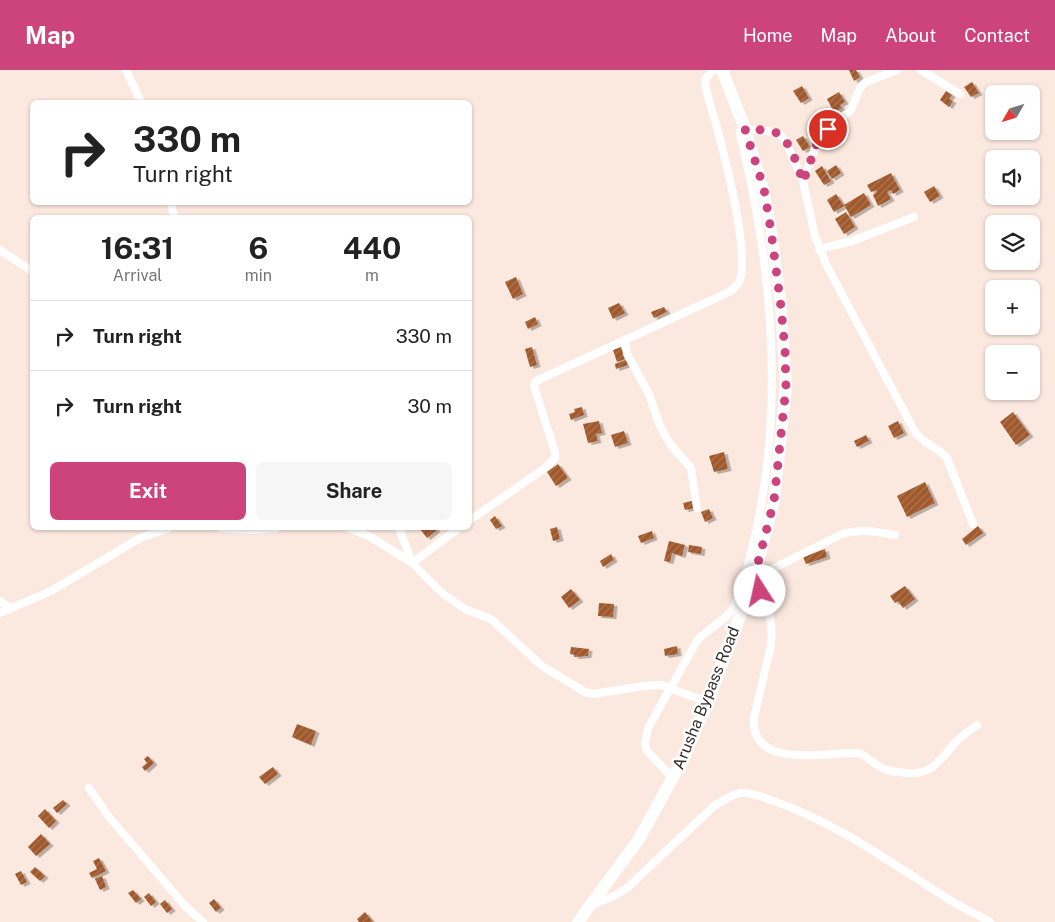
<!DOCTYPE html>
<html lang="en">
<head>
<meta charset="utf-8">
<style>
	body { margin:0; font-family:"Public Sans",sans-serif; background:#f6f6f6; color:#222; height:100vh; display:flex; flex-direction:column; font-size:19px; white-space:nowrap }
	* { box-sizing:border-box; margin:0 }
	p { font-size:16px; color:#767676 }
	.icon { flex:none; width:28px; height:28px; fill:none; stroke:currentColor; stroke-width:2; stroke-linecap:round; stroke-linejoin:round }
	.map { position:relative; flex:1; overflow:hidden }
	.side { position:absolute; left:30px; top:145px; width:442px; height:315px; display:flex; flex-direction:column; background:#fff; border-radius:8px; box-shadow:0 1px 4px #0004 }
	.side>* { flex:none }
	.banner { position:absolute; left:30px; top:30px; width:442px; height:105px; border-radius:8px; box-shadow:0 1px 4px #0004; background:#fff; color:#222; overflow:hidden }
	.needle { width:32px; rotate:231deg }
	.buttons { position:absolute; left:985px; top:15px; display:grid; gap:10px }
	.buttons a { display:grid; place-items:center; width:55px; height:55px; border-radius:8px; background:#fff; box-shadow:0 1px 4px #0004; font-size:25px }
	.pin { position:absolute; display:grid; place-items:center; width:42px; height:42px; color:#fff; margin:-21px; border:2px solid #fff; border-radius:50%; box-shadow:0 1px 5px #0007 }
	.me { position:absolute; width:55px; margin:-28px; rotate:350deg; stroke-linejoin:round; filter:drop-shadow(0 0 4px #0008) }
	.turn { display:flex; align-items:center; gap:18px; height:105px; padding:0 20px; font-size:22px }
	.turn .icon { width:65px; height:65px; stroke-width:2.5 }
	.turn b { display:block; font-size:35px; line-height:42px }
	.eta { display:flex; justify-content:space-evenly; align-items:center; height:85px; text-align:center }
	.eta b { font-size:30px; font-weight:700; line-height:35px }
	.button { display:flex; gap:10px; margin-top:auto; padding:10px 20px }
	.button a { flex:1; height:58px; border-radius:8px; background:#cd437c; color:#fff; font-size:20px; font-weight:700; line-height:58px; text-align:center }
	.button a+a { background:#f6f6f6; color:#222 }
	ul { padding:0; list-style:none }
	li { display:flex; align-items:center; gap:15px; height:70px; padding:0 20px; border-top:1px solid #e0e0e0 }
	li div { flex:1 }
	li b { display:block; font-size:19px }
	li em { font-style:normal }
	header { display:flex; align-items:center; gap:30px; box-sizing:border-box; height:70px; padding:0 25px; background:#cd437c; color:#fff }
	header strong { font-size:24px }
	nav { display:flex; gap:28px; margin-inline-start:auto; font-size:18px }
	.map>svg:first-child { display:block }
	.building { fill:url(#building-hatch); filter:url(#shadow) }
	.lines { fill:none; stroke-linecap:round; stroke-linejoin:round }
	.street { stroke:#fff; stroke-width:8 }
	.primary { stroke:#fff; stroke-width:12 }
	.route { stroke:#cd437c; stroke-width:9; stroke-dasharray:0 16.2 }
	.labels { text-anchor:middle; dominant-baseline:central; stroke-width:5; stroke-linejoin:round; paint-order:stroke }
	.street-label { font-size:16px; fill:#342d2a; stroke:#fff }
</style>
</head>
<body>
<header>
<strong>Map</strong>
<nav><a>Home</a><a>Map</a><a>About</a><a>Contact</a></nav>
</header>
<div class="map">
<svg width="1055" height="852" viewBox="0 0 1055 852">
	<defs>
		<pattern id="building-hatch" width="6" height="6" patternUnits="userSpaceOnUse" patternTransform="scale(1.25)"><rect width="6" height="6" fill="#a1582a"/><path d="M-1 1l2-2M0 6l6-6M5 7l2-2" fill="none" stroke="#ab7757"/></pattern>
		<filter id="shadow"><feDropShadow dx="3.5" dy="2" stdDeviation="0" flood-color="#0004"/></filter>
	</defs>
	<rect width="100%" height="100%" fill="#fbe9e0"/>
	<g class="building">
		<polygon points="849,0 856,0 860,7 854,11"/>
		<polygon points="972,12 979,23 971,27 964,17"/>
		<polygon points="802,16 809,28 801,33 793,21"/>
		<polygon points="946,21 952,25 949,29 953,31 949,37 940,30"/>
		<polygon points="839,22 845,32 840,35 842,38 834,42 827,29"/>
		<polygon points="803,66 810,77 803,81 796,70"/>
		<polygon points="836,95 841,103 832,109 827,101"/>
		<polygon points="822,96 831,111 824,115 815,101"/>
		<polygon points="891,103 900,120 893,124 891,120 887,122 891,129 878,136 873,125 877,122 876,120 871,122 867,115"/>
		<polygon points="934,116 940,126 930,132 924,122"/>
		<polygon points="864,123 871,135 851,147 844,135"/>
		<polygon points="836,124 844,136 834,142 827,130"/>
		<polygon points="846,142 855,157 844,164 835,149"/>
		<polygon points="516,207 523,224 513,229 505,212"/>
		<polygon points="619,233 625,243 613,249 608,238"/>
		<polygon points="664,237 667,242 654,248 651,242"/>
		<polygon points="535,247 538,254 528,259 525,252"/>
		<polygon points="532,277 537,295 530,297 525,279"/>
		<polygon points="621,277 625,289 617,292 613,280"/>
		<polygon points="626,290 628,295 616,299 615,294"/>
		<polygon points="582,337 584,345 571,350 569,344 575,342 574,339"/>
		<polygon points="1013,342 1030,365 1016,375 1000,352"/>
		<polygon points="599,351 602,363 596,364 598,371 588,373 583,354"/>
		<polygon points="898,351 904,363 894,368 888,356"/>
		<polygon points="624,361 628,373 615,377 611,365"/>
		<polygon points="866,365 869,371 857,377 854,371"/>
		<polygon points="724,382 728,399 714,402 709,386"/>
		<polygon points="558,394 568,408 556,416 547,402"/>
		<polygon points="925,412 935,433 907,447 897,426"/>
		<polygon points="692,431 695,438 685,440 683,433"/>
		<polygon points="709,439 713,448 705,452 701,442"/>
		<polygon points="495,446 502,456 496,459 490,450"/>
		<polygon points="978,456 983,463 966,475 962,469"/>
		<polygon points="557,457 560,469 553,471 550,459"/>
		<polygon points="422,458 435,458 437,460 427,468 420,459"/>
		<polygon points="652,461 654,468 641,473 638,466"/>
		<polygon points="669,471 685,475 682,486 672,483 670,492 664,491"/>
		<polygon points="689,475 702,477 701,484 688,482"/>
		<polygon points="825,479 827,487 806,494 803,487"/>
		<polygon points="611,484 614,490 603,497 600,491"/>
		<polygon points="905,516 915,529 903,538 898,531 895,533 890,526"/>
		<polygon points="571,519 580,530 569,538 561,527"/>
		<polygon points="599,533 614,534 613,547 598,546"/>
		<polygon points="677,576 678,584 665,586 664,579"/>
		<polygon points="571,577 589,579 588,586 574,587 575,585 570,584"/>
		<polygon points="297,654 316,661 311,675 292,667"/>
		<polygon points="148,686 154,693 145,701 142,697 147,693 144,689"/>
		<polygon points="273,697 278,704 265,714 259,707"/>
		<polygon points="63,730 67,734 57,743 53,738"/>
		<polygon points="45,739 56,751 49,758 38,746"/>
		<polygon points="41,764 50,774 36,786 28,777"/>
		<polygon points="99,788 106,801 92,808 89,803 97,799 93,791"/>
		<polygon points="35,797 45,806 40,811 30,802"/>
		<polygon points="21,801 27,812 21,815 15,804"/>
		<polygon points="102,806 106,817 100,820 95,809"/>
		<polygon points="133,820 141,829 136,833 128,823"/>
		<polygon points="149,823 156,832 151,836 144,827"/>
		<polygon points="214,829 221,838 216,842 209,833"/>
		<polygon points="165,830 172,839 167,843 160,834"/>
		<polygon points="365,842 373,852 359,852 357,849"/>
	</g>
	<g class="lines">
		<g class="street">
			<polyline points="126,0 141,32"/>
			<polyline points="921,0 960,24"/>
			<polyline points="803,111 817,73 821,66 851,40 860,18 866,12 897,0"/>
			<polyline points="171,132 174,148"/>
			<polyline points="819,179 852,171 914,147"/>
			<polyline points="0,180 32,201"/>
			<polyline points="625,270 627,284 649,324 660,356 670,374 691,398 697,438"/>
			<path d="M470 450 545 398 555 388V382L534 316 536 311 714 229C722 225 735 221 739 212 751 188 725 87 717 58 713 42 706 26 705 10L713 0"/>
			<polyline points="221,458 254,460 277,458"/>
			<polyline points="349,458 371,467 412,493 459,458"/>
			<polyline points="399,458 412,493 443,524 465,539 491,549 542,596 585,622 593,624 644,616 661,615 708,632"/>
			<path d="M895 465C876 462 861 458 842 464L754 508C766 533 774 547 771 575L754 648C750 700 826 682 858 683 868 686 874 695 884 699 891 702 899 702 907 703 936 705 941 686 959 669 964 664 971 660 977 655"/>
			<polyline points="0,531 10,538"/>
			<polyline points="0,543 51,521 140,468 169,458"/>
			<path d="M673 708 647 681 645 673 648 658 698 569 727 546 734 537 738 527C788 378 777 215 740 64V61L745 59 775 62 780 64 786 72 803 111 815 166 826 194 915 362C923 374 938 377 947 388L973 454"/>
			<polyline points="89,718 109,747 186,837 203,852"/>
			<path d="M592 835 616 825 627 818 714 736C723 731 731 724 741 723 751 722 762 727 771 730 838 753 894 795 953 832 965 839 978 845 990 852"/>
		</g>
		<polyline class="primary" points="578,852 639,769 683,689 708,632 754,508 774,431 786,317 781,237 771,161 763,119 745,59 722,0"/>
	</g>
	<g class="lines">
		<path class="route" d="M760 521 754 508 774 431 786 317 785 280 781 237 771 161 764 119 745 59C755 60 767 59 777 63 789 68 799 99 803 112L817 73 828 59"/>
	</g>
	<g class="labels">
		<g class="street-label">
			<text transform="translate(706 628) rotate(-68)">Arusha Bypass Road</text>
		</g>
	</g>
</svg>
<div class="buttons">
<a><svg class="needle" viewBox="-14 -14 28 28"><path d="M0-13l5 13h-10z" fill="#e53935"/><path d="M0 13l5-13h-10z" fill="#767676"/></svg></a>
<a><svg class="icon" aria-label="sound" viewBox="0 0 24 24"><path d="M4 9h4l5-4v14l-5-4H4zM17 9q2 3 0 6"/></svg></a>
<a><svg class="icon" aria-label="layers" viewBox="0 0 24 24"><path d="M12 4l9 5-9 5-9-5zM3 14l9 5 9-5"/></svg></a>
<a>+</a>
<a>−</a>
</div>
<div class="pin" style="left:828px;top:59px;background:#d93025"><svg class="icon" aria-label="arrive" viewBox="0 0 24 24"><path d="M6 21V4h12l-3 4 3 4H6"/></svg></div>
<svg class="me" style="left:760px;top:521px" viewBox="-20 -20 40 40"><circle r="19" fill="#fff"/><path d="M0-13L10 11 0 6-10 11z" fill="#cd437c"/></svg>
<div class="banner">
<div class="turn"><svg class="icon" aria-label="right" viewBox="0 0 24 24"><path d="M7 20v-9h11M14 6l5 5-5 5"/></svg><div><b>330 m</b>Turn right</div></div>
</div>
<section class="side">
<div class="eta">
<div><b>16:31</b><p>Arrival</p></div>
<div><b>6</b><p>min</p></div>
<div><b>440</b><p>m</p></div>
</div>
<ul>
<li><svg class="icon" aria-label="right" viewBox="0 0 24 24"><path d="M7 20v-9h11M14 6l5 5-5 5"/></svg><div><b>Turn right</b></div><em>330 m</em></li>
<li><svg class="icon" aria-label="right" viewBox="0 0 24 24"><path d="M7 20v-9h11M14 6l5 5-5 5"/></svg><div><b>Turn right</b></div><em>30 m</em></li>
</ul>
<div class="button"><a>Exit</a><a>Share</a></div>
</section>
</div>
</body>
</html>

++++++++++

§ **Work request**: State how many lines of the records contain the string "linecap". The number is the whole answer.

§ **Reply to the task**: 2